Widersprüchliche Aussagen vor Gericht

Die Hundehalterin schilderte den Unfall vollkommen anders. Ihr Hund sei sicher angeleint gewesen und mit einem Leuchthalsband ausgestattet. Sie habe das Auto nicht gehört und sei frontal getroffen worden. Das Tier habe gejault und geblutet. Ein Attest der Tierklinik belegte die Verletzungen.

Eine weitere Zeugin bestätigte die Angaben. Sie hörte die Kollision, danach sei das Tier augenscheinlich verletzt gewesen.
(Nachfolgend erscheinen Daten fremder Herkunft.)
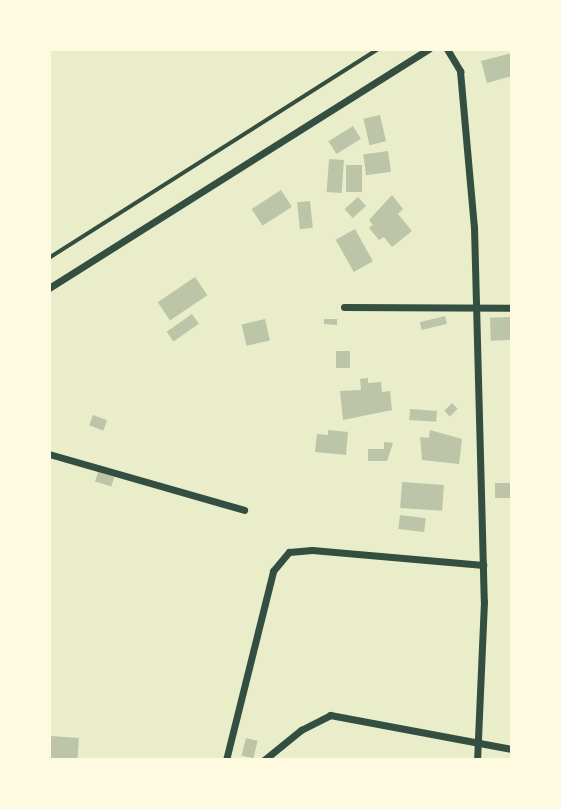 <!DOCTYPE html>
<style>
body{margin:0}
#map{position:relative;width:561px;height:809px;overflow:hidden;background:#e9edc9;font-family:Roboto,sans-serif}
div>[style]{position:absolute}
.building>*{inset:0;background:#bcc5a7;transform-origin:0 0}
.path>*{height:3.5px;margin:-1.75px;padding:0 1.75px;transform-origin:1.75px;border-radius:1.75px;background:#344e41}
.minor>*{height:7px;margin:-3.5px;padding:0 3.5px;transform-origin:3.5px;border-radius:3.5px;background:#344e41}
span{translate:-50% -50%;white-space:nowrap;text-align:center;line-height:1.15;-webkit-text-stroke:7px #fefae0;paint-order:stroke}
.frame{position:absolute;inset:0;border:51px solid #fefae0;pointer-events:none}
</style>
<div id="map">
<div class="building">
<i style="clip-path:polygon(512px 53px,512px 76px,487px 83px,481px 61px)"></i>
<i style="left:380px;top:115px;width:27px;height:17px;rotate:77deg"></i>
<i style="left:353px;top:126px;width:15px;height:29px;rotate:58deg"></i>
<i style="left:388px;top:151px;width:21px;height:25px;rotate:82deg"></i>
<i style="left:329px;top:159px;width:15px;height:33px;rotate:4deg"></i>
<i style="left:346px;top:165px;width:16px;height:27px"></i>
<i style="left:281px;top:190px;width:20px;height:35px;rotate:57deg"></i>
<i style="clip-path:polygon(392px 195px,403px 209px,398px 214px,412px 231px,392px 247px,384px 237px,379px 240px,369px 228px,373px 225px,369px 220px)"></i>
<i style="left:358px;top:197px;width:12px;height:18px;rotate:48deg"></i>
<i style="left:310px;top:201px;width:27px;height:13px;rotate:84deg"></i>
<i style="left:355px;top:229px;width:37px;height:22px;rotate:61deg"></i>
<i style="left:195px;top:277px;width:22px;height:45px;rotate:56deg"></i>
<i style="left:192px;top:314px;width:12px;height:31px;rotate:55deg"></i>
<i style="left:445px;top:316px;width:8px;height:26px;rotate:76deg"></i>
<i style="left:510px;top:317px;width:23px;height:20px;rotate:88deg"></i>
<i style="left:265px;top:319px;width:22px;height:24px;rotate:77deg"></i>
<i style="clip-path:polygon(324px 319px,337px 319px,337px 325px,324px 324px)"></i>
<i style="left:336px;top:351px;width:14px;height:17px"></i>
<i style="clip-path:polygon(368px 378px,368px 383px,381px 382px,382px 392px,390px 391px,392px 410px,343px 420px,340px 391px,361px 390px,360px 379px)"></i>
<i style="left:452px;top:403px;width:8px;height:11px;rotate:45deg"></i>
<i style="left:410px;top:409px;width:27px;height:11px;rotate:4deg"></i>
<i style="left:93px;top:415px;width:15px;height:11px;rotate:20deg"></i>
<i style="clip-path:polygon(328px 430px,348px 432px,346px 455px,315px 452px,317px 434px,328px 435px)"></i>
<i style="clip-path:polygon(430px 430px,462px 439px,459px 464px,422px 460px,420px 437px,429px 438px)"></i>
<i style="clip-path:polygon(384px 442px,393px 443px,387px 461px,368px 461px,368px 449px,384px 449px)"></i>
<i style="left:98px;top:472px;width:17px;height:10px;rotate:17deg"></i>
<i style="left:402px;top:482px;width:42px;height:26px;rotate:4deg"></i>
<i style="left:495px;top:483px;width:17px;height:15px"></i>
<i style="left:400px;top:515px;width:26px;height:14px;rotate:7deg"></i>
<i style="left:51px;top:736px;width:28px;height:24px;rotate:4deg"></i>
<i style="left:246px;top:738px;width:12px;height:18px;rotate:14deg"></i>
</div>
<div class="path">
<i style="left:49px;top:258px;width:390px;rotate:-32.4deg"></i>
</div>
<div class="minor">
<i style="left:447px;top:49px;width:26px;rotate:59deg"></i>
<i style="left:460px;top:71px;width:157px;rotate:84.9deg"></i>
<i style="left:474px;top:227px;width:374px;rotate:88.5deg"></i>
<i style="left:484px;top:601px;width:159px;rotate:92.5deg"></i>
<i style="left:49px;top:288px;width:449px;rotate:-32.2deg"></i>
<i style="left:344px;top:307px;width:168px;rotate:0.3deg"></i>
<i style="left:49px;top:454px;width:203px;rotate:16deg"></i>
<i style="left:226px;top:760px;width:195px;rotate:-76deg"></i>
<i style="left:273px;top:571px;width:25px;rotate:-50deg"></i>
<i style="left:289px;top:552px;width:23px;rotate:-5deg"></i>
<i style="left:312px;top:550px;width:172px;rotate:5deg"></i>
<i style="left:264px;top:760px;width:48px;rotate:-39deg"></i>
<i style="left:301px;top:730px;width:33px;rotate:-27deg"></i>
<i style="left:330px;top:715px;width:185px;rotate:10.6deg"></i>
</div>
<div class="frame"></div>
</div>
Auch ein anderer Anwesender betonte, dass der Hund angeleint war. Allerdings konnte er sich wegen des zeitlichen Abstands nicht mehr an alle Details erinnern.
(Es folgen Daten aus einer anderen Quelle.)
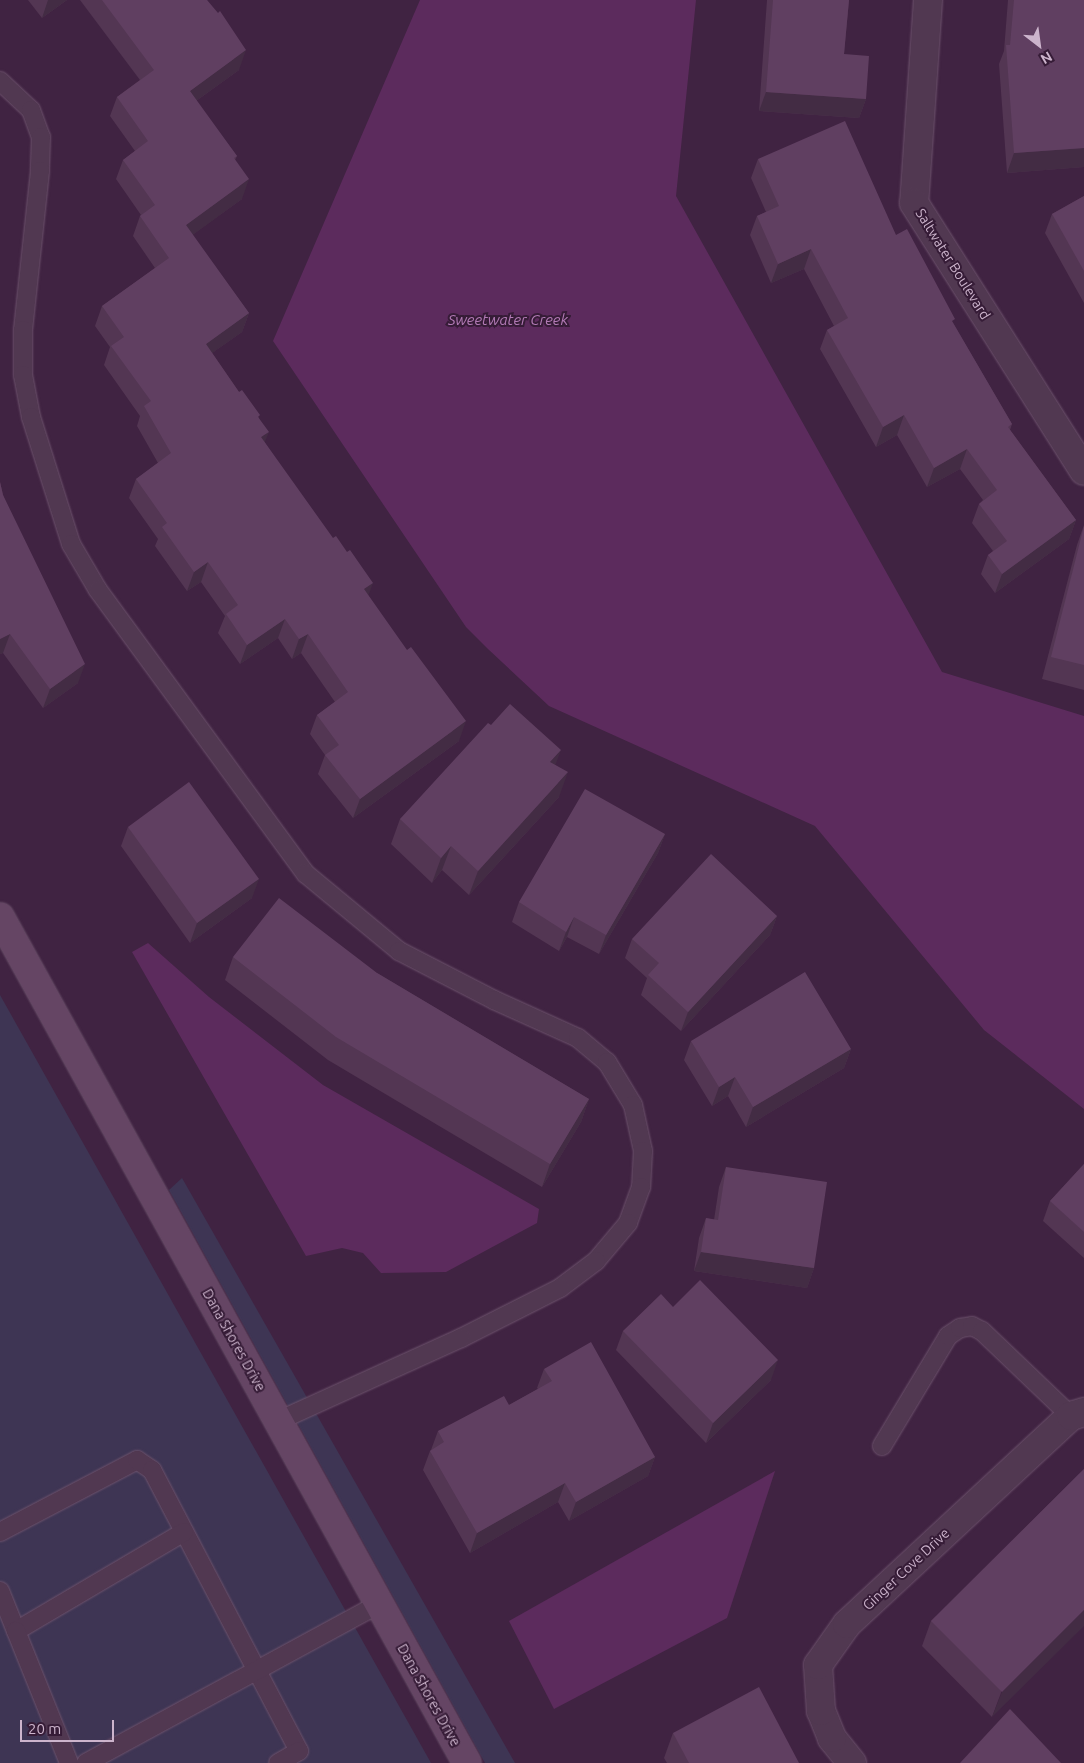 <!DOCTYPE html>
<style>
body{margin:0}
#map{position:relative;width:1084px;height:1763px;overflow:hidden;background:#402342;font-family:Ubuntu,sans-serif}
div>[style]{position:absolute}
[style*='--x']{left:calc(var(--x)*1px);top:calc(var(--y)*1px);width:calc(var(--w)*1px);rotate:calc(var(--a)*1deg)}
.green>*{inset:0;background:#3e3554}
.water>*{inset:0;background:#5c2b5d}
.roads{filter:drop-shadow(0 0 1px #6c526c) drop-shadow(0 0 1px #6c526c)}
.lane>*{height:18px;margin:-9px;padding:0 9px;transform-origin:9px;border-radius:9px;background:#513851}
.street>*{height:28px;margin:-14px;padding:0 14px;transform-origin:14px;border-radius:14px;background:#513851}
.secondary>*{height:28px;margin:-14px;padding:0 14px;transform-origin:14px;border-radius:14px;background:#654564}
.wall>*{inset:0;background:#533653}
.shaded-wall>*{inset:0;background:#432c44}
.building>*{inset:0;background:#603f61}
span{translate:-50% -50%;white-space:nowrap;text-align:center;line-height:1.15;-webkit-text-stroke:4px #361c37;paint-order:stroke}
.street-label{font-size:14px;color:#ccb4cc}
.water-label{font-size:15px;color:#b27ab5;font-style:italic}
.north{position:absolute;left:1014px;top:20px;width:50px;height:50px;-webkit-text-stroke:4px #361c37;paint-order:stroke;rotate:150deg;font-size:14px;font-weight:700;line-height:20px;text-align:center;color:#ccb4cc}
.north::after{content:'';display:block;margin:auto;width:18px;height:22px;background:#ccb4cc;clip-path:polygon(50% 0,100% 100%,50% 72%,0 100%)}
.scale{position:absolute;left:20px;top:1720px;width:94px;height:22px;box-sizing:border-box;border:2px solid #ccb4cc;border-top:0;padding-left:6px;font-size:15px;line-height:18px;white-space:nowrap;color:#ccb4cc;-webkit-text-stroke:4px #361c37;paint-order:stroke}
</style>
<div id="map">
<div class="green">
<i style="clip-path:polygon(0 995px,431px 1763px,0 1763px)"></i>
<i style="clip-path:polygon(182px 1178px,515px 1763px,485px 1763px,169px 1190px)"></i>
</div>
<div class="water">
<i style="clip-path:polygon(420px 0,696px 0,676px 196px,942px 672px,1084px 716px,1084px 1109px,984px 1030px,815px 826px,549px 706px,488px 649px,466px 627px,273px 341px)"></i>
<i style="clip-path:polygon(148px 943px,209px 997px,323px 1085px,539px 1209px,537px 1223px,446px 1272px,381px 1273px,363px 1253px,342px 1248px,306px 1256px,132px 952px)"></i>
<i style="clip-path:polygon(775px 1471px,727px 1618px,554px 1709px,509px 1621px)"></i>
</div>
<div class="roads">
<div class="lane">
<i style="--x:0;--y:81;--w:42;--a:43.1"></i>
<i style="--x:31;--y:110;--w:29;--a:70"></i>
<i style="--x:41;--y:137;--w:34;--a:92"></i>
<i style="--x:40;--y:171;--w:160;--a:96.1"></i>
<i style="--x:23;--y:330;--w:45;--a:90"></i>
<i style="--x:23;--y:375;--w:43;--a:79.2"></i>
<i style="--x:31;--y:417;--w:133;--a:72.5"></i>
<i style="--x:71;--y:544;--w:53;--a:59.6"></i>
<i style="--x:98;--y:590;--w:352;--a:53.8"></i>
<i style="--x:306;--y:874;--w:121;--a:39.6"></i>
<i style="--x:399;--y:951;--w:107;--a:27.3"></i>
<i style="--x:494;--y:1000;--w:92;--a:24.3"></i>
<i style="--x:578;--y:1038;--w:38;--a:40"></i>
<i style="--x:607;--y:1062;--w:50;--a:58.8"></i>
<i style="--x:633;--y:1105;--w:47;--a:77.7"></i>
<i style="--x:643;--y:1151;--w:36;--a:93"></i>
<i style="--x:641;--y:1187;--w:38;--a:110"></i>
<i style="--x:628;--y:1223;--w:50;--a:130.1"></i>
<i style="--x:596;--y:1261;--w:45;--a:143.1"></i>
<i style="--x:560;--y:1288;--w:111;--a:153.2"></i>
<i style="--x:461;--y:1338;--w:201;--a:155.6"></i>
<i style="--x:882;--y:1446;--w:128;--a:-59"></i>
<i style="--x:948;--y:1336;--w:14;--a:-34"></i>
<i style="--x:960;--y:1328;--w:12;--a:-9"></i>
<i style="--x:972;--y:1326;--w:11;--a:27"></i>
<i style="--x:982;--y:1331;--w:123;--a:43.7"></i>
<i style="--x:0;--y:1532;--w:155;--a:-27.7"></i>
<i style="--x:137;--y:1460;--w:18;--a:34"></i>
<i style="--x:152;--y:1470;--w:317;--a:62.4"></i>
<i style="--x:299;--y:1751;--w:24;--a:150"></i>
<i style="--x:0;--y:1591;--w:43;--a:68.2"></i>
<i style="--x:16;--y:1631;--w:195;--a:-30.5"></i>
<i style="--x:16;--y:1631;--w:142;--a:68.1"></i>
<i style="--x:86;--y:1763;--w:333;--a:-28.5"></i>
</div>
<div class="street">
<i style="--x:928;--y:0;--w:203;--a:93.9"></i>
<i style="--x:914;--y:203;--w:317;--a:57.6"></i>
<i style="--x:852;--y:1763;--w:32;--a:-129"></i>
<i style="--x:832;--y:1738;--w:29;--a:-112"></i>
<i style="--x:821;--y:1711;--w:46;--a:-93.7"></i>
<i style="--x:818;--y:1665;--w:50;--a:-54.7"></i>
<i style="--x:847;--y:1624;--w:306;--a:-42.9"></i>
<i style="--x:1071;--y:1416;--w:14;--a:-17"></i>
</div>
<div class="secondary">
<i style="--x:0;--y:917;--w:966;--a:61.1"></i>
</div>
</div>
<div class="wall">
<i style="clip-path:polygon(28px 0,67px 0,42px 18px)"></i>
<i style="clip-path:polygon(80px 0,207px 0,239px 70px,196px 101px,237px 156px,235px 160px,242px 199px,192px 235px,249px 313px,242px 332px,212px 353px,239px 392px,259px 418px,265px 443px,368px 595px,459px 741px,353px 818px,318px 774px,325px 755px,310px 734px,317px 715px,335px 702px,301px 653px,292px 659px,278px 638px,240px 664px,218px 633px,225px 616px,201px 582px,187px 591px,155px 546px,158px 539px,129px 498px,136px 479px,158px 463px,137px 426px,140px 416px,104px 365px,110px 347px,95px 326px,102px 306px,155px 268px,133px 236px,140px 216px,141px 215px,116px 179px,123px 160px,135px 151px,110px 116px,117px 97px,140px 80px)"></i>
<i style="clip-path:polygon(767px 0,849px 0,844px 54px,866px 99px,859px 118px,759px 111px)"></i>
<i style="clip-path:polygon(1008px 0,1084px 0,1084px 167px,1007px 173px,999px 64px,1004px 51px)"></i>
<i style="clip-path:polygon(758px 159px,896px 235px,953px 323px,1012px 424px,1010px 430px,1076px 520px,1069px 539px,995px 593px,981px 574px,988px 555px,993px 551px,972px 523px,979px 504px,983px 500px,960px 469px,927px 487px,897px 435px,876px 447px,820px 349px,827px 330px,834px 326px,804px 269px,771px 283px,750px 235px,757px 216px,766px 212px,751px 178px)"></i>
<i style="clip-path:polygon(1084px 196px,1084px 303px,1045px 233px,1052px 214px)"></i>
<i style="clip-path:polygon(0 482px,3px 495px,78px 683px,43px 708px,3px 653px,0 654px)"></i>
<i style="clip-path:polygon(1084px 525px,1084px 690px,1042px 679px,1077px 545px)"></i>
<i style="clip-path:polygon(556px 765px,559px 797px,469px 895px,442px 870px,432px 883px,391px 844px,400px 819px)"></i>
<i style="clip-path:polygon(128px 827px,252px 898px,190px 943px,121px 846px)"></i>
<i style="clip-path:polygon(665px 834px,658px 853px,599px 954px,567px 937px,559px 951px,512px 922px,519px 902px)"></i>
<i style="clip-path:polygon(777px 916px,770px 935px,681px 1031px,641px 995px,647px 978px,625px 958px,632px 939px)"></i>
<i style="clip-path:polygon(233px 957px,377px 973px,589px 1099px,581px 1122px,542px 1187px,328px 1060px,225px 980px)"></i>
<i style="clip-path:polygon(691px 1041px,851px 1049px,844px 1068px,746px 1127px,728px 1096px,712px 1106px,684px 1060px)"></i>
<i style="clip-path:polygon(1084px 1164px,1084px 1258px,1043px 1221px,1050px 1201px)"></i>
<i style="clip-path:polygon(726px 1167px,814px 1268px,807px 1288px,694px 1271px,699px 1238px,706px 1218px,714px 1220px,719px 1187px)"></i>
<i style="clip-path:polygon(673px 1307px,771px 1380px,706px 1443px,616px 1350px,623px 1331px)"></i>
<i style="clip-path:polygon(544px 1369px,655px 1457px,648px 1476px,569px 1521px,558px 1502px,470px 1553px,423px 1470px,430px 1451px,431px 1450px,438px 1431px,509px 1405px,538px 1389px,537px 1388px)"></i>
<i style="clip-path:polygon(1084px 1469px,992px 1717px,922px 1646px,931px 1621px)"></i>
<i style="clip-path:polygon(673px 1733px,799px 1763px,667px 1763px,664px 1758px)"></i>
</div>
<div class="shaded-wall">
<i style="clip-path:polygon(48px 0,67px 0,42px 18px)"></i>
<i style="clip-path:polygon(246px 50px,239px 70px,182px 111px,190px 91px)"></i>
<i style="clip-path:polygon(766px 92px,866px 99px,859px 118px,759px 111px)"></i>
<i style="clip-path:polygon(1084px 148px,1084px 167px,1007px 173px,1014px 153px)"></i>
<i style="clip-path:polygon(249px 179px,242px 199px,179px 245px,186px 225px)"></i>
<i style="clip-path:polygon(811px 249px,804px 269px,771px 283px,778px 264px)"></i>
<i style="clip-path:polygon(249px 313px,242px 332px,198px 363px,206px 344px)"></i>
<i style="clip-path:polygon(904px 415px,897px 435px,876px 447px,883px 427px)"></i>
<i style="clip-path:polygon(269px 432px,261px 451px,261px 437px)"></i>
<i style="clip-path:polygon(967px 449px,960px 469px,927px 487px,934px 468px)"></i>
<i style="clip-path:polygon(1076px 520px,1069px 539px,995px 593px,1002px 574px)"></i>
<i style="clip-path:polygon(208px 562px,201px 582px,187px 591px,194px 572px)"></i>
<i style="clip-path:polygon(373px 583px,366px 602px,364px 589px)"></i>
<i style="clip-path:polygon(285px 619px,278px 638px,240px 664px,247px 645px)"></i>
<i style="clip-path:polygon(10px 634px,3px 653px,0 654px,0 639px)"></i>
<i style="clip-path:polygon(308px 634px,301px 653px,292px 659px,299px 639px)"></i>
<i style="clip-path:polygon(85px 664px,78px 683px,43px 708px,50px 689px)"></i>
<i style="clip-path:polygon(466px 721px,459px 741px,353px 818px,360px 799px)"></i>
<i style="clip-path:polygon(561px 750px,552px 774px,550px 762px)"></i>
<i style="clip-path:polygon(568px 772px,559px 797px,469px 895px,478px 871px)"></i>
<i style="clip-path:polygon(665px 834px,658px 853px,599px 954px,606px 935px)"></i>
<i style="clip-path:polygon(451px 846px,442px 870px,432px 883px,441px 858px)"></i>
<i style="clip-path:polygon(259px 879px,252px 898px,190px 943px,197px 923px)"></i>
<i style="clip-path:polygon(777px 916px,770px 935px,681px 1031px,688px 1012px)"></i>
<i style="clip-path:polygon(574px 917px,567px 937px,559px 951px,566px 932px)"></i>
<i style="clip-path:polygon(851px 1049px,844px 1068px,746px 1127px,753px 1107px)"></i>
<i style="clip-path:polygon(735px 1077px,728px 1096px,712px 1106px,719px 1087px)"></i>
<i style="clip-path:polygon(589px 1099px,581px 1122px,542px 1187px,550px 1164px)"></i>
<i style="clip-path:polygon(701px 1252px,814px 1268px,807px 1288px,694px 1271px)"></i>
<i style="clip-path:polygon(778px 1360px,771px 1380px,706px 1443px,713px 1423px)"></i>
<i style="clip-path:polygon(655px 1457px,648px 1476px,569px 1521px,576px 1502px)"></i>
<i style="clip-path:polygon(565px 1483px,558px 1502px,470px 1553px,477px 1533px)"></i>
<i style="clip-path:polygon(1084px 1610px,1084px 1626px,992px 1717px,1002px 1692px)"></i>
</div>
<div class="building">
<i style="clip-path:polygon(102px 0,207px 0,218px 13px,220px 11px,246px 50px,190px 91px,237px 156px,234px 158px,249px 179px,186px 225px,249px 313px,206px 344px,239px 392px,242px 390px,260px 415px,258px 417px,269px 432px,261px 437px,333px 538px,336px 536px,347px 552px,350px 550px,373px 583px,364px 589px,407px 650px,411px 647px,466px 721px,360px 799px,325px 755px,339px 745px,317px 715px,348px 692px,308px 634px,299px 639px,285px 619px,247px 645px,226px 614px,238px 605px,208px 562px,194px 572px,162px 527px,167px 523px,136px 479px,171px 453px,144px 406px,151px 401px,111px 346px,124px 337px,102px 306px,169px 258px,140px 216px,155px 205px,123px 160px,148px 141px,117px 97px,154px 70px)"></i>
<i style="clip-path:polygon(773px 0,849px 0,844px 54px,869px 56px,866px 99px,766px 92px)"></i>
<i style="clip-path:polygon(1014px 0,1084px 0,1084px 148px,1014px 153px,1006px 45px,1010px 45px)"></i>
<i style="clip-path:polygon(845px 121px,896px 235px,907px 229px,955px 319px,952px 321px,1012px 424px,1008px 427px,1076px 520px,1002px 574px,988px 555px,1007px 541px,979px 504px,997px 490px,967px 449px,934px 468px,904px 415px,883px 427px,827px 330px,848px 318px,811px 249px,778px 264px,757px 216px,779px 206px,758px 159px)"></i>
<i style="clip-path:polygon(1084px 196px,1084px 271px,1052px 214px)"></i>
<i style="clip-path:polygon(0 482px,3px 495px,85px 664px,50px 689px,10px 634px,0 639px)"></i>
<i style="clip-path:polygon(1084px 526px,1084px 665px,1051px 657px)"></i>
<i style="clip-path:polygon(510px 704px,561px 750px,550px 762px,568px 772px,478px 871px,451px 846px,441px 858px,400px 819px,488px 723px,491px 725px)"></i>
<i style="clip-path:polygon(189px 782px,259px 879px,197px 923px,128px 827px)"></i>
<i style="clip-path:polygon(585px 789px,665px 834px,606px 935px,574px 917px,566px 932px,519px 902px)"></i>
<i style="clip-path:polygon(711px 854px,777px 916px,688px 1012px,648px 975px,659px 963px,632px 939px)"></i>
<i style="clip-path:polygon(279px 898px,377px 973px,589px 1099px,550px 1164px,336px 1037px,233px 957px)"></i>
<i style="clip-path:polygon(805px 972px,851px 1049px,753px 1107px,735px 1077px,719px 1087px,691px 1041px)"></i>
<i style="clip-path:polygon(1084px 1164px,1084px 1232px,1050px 1201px)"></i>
<i style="clip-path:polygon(726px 1167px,827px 1182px,814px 1268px,701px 1252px,706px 1218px,718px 1220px)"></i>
<i style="clip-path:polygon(700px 1280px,778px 1360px,713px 1423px,623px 1331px,661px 1294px,673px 1307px)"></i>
<i style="clip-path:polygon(591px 1342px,655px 1457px,576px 1502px,565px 1483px,477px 1533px,430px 1451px,444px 1442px,438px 1431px,504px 1396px,509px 1405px,552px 1381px,544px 1369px)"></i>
<i style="clip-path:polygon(1084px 1469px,1084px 1610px,1002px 1692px,931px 1621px)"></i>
<i style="clip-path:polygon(759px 1687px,799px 1763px,689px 1763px,673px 1733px)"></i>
<i style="clip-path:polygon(1010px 1709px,1061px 1763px,960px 1763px)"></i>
</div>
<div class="street-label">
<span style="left:953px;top:264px;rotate:58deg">Saltwater Boulevard</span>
<span style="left:234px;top:1340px;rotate:61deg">Dana Shores Drive</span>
<span style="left:906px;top:1569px;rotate:-43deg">Ginger Cove Drive</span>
<span style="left:429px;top:1695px;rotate:61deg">Dana Shores Drive</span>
</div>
<div class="water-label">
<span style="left:508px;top:320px">Sweetwater Creek</span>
</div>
<div class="north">N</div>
<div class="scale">20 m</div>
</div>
Der Pflichtverteidiger und die Wahlverteidigerin Lea Matner zeigten sich während der Vernehmung der Zeugen nicht überzeugt von deren Angaben. So wurden Zweifel an der Verletzung der Angeklagten formuliert, weil kein Attest vorgelegt wurde.
Immer wieder verwahrten sie sich gegen vermeintliche Suggestivfragen des Staatsanwalts und des Richters. Zwischen den überaus bestimmt vorgetragenen Fragen waren versöhnliche Töne zu hören: Vorsorglich verwies dann das Anwaltsteam darauf, dass sich ihr Mandant – für den Fall, dass sich die Hundehalterin und der Hund verletzt hätten – entschuldigen würde. Wörtlich: “Unserem Mandanten tut das alles sehr leid.”

Verständigung bezüglich Fahrerflucht unter Ausschluss der Öffentlichkeit

Vor den Plädoyers beantragte die Verteidigung ein Verständigungsgespräch. Nach längerer Beratung einigten sich Gericht, Staatsanwaltschaft und Anwälte auf einen Deal: Der Angeklagte gesteht die Fahrerflucht, dafür entfällt der Vorwurf der fahrlässigen Körperverletzung. Damit bleibt der Kammer und allen Beteiligten eine langwierige Einholung von Gutachten und Attesten erspart.

Der Staatsanwalt wertete die Aussagen der Zeugen dennoch als glaubwürdig. Für ihn war klar, dass der Angeklagte die Kollision billigend in Kauf nahm. Er forderte eine Strafe von 90 Tagessätze zu je 15 Euro und sechs Monate Führerscheinentzug. Die Verteidigung bejahte die Fahrerflucht, plädierte aber auf ein kürzeres Fahrverbot und betonte, dass Wahrnehmungen unterschiedlich sein können. Zudem sei das Geständnis strafmildernd zu berücksichtigen.

Was bedeutet eigentlich ‘Tagessatz’?

Eine Geldstrafe wird in sogenannten Tagessätzen berechnet. Die Anzahl richtet sich nach der Schwere der Tat, die Höhe nach dem Einkommen des Täters. Wer mehr verdient, zahlt mehr – wer weniger verdient, entsprechend weniger. Beispiel: 90 Tagessätze à 15 Euro = 1.350 Euro.

Urteil: Geldstrafe und Entzug der Fahrerlaubnis

Am Ende blieb das Gericht bei der ausgehandelten Lösung. Der Angeklagte wurde wegen Fahrerflucht zu 90 Tagessätzen Geldstrafe verurteilt. Zusätzlich verliert er seinen Führerschein für sechs Monate. Verfahrens- und Rechtsanwaltskosten kommen auf ihn ebenfalls zu.

Die Frage nach der Erstattung der Tierarztkosten bleibt vorerst offen. Dieser Schadenersatz müsste die Hundehalterin in einem Zivilprozess einklagen.